Repositories and their harvesters have a rule of their own that violates Dublin Core standards. Because of this, are repositories and harvesters on target for a massive retroversion or major set of patches if they are to be a part of the semantic web? (I don’t know, but I’d like to be sure about the answer.)
Once again at a Dublin Core conference I listened to some excellent presentations on the functionality and potential applications of Dublin Core, but this time I had to see if I could poop the party and ask at least one speaker why the nice theory and applications everywhere simply did not work with the OAI harvesting of repositories.
I like to think that standards have good rationales. The web, present and future (e.g. the semantic web) is predicated upon internationally recognized standards like Dublin Core. According to the DCMI site the fifteen element descriptions of Simple Dublin Core have been formally endorsed by:
- ISO Standard 15836-2003 of February 2003 [ISO15836]

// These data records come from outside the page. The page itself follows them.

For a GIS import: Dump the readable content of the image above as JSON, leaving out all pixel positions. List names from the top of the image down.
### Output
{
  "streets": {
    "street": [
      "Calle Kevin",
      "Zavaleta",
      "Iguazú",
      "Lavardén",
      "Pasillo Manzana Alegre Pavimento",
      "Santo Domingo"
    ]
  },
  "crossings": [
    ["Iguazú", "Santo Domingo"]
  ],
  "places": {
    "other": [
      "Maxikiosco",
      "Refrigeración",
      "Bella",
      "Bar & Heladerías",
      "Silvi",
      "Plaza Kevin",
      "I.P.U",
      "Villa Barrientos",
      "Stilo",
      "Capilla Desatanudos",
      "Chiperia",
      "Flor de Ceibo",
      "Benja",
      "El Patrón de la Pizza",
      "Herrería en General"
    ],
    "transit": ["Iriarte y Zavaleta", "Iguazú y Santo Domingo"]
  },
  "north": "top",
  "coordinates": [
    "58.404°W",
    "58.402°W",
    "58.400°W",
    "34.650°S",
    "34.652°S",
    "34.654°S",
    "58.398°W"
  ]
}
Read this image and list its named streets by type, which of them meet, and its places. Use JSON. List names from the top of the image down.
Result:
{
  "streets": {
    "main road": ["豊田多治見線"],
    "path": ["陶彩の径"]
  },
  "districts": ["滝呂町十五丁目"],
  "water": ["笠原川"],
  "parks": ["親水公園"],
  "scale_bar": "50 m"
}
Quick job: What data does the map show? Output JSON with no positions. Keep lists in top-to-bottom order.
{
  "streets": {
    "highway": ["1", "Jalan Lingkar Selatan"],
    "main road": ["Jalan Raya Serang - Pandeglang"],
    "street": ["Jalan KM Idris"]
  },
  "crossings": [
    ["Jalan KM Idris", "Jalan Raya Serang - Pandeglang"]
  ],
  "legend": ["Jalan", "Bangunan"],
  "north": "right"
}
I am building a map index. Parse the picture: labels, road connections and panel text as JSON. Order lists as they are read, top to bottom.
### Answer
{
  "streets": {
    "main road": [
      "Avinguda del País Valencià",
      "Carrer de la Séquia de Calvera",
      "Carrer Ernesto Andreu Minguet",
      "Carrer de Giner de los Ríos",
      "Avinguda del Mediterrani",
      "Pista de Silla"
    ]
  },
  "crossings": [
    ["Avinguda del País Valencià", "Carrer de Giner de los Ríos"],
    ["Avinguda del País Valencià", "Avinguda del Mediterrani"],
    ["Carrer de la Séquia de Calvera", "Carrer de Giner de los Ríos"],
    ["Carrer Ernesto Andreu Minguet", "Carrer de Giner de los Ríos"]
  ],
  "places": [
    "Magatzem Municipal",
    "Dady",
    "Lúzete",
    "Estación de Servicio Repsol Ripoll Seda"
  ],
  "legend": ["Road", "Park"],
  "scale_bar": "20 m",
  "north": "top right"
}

- ANSI/NISO Standard Z39.85-2007 of May 2007 [NISOZ3985]
- IETF RFC 5013 of August 2007 [RFC5013]
But there is one area where there is a clear conflict between DCMI element definitions and OAI-PMH protocols. The DC usage guide explains the identifier element:
4.14. Identifier
Label: Resource Identifier
Element Description: An unambiguous reference to the resource within a given context. Recommended best practice is to identify the resource by means of a string or number conforming to a formal identification system. Examples of formal identification systems include the Uniform Resource Identifier (URI) (including the Uniform Resource Locator (URL), the Digital Object Identifier (DOI) and the International Standard Book Number (ISBN).
Guidelines for content creation:
This element can also be used for local identifiers (e.g. ID numbers or call numbers) assigned by the Creator of the resource to apply to a particular item. It should not be used for identification of the metadata record itself.
Contrast the OAI-PMH protocol:
A unique identifier unambigiously identifies an item within a repository; the unique identifier is used in OAI-PMH requests for extracting metadata from the item. Items may contain metadata in multiple formats. The unique identifier maps to the item, and all possible records available from a single item share the same unique identifier.
The same protocol explains that an item is clearly distinct from the resource and points to metadata about the resource:
- resource – A resource is the object or “stuff” that metadata is “about”. The nature of a resource, whether it is physical or digital, or whether it is stored in the repository or is a constituent of another database, is outside the scope of the OAI-PMH.
- item – An item is a constituent of a repository from which metadata about a resource can be disseminated. That metadata may be disseminated on-the-fly from the associated resource, cross-walked from some canonical form, actually stored in the repository, etc.
- record - A record is metadata in a specific metadata format. A record is returned as an XML-encoded byte stream in response to a protocol request to disseminate a specific metadata format from a constituent item.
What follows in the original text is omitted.